____ COLLECTED DATA

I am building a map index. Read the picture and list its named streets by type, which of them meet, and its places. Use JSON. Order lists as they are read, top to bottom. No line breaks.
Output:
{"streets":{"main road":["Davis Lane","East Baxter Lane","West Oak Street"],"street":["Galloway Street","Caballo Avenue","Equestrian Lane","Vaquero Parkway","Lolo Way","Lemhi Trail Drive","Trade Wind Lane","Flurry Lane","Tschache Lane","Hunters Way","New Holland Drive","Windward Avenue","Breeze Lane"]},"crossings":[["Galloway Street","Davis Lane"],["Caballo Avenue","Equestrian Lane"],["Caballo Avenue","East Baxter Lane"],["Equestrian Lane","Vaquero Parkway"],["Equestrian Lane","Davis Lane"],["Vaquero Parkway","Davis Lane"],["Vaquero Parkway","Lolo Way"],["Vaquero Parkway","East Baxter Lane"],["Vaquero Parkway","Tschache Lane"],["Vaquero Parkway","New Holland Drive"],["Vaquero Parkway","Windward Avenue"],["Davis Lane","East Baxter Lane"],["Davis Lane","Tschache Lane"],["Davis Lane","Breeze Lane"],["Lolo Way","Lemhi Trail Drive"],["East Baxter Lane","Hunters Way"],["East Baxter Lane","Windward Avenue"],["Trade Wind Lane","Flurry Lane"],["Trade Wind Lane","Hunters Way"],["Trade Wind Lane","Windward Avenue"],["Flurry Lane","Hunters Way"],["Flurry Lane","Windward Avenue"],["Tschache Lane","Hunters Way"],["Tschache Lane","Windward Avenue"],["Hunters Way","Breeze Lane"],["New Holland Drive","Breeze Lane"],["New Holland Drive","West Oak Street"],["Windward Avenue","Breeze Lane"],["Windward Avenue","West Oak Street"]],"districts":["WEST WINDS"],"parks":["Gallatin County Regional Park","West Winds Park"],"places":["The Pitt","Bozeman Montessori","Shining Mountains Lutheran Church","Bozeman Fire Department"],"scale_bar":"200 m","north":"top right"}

________

# [YOUR GOAL]
All of the data is to be written out again, word for word.

# [RESPONSE BELOW]
I am building a map index. Read the picture and list its named streets by type, which of them meet, and its places. Use JSON. Order lists as they are read, top to bottom. No line breaks.
Output:
{"streets":{"main road":["Davis Lane","East Baxter Lane","West Oak Street"],"street":["Galloway Street","Caballo Avenue","Equestrian Lane","Vaquero Parkway","Lolo Way","Lemhi Trail Drive","Trade Wind Lane","Flurry Lane","Tschache Lane","Hunters Way","New Holland Drive","Windward Avenue","Breeze Lane"]},"crossings":[["Galloway Street","Davis Lane"],["Caballo Avenue","Equestrian Lane"],["Caballo Avenue","East Baxter Lane"],["Equestrian Lane","Vaquero Parkway"],["Equestrian Lane","Davis Lane"],["Vaquero Parkway","Davis Lane"],["Vaquero Parkway","Lolo Way"],["Vaquero Parkway","East Baxter Lane"],["Vaquero Parkway","Tschache Lane"],["Vaquero Parkway","New Holland Drive"],["Vaquero Parkway","Windward Avenue"],["Davis Lane","East Baxter Lane"],["Davis Lane","Tschache Lane"],["Davis Lane","Breeze Lane"],["Lolo Way","Lemhi Trail Drive"],["East Baxter Lane","Hunters Way"],["East Baxter Lane","Windward Avenue"],["Trade Wind Lane","Flurry Lane"],["Trade Wind Lane","Hunters Way"],["Trade Wind Lane","Windward Avenue"],["Flurry Lane","Hunters Way"],["Flurry Lane","Windward Avenue"],["Tschache Lane","Hunters Way"],["Tschache Lane","Windward Avenue"],["Hunters Way","Breeze Lane"],["New Holland Drive","Breeze Lane"],["New Holland Drive","West Oak Street"],["Windward Avenue","Breeze Lane"],["Windward Avenue","West Oak Street"]],"districts":["WEST WINDS"],"parks":["Gallatin County Regional Park","West Winds Park"],"places":["The Pitt","Bozeman Montessori","Shining Mountains Lutheran Church","Bozeman Fire Department"],"scale_bar":"200 m","north":"top right"}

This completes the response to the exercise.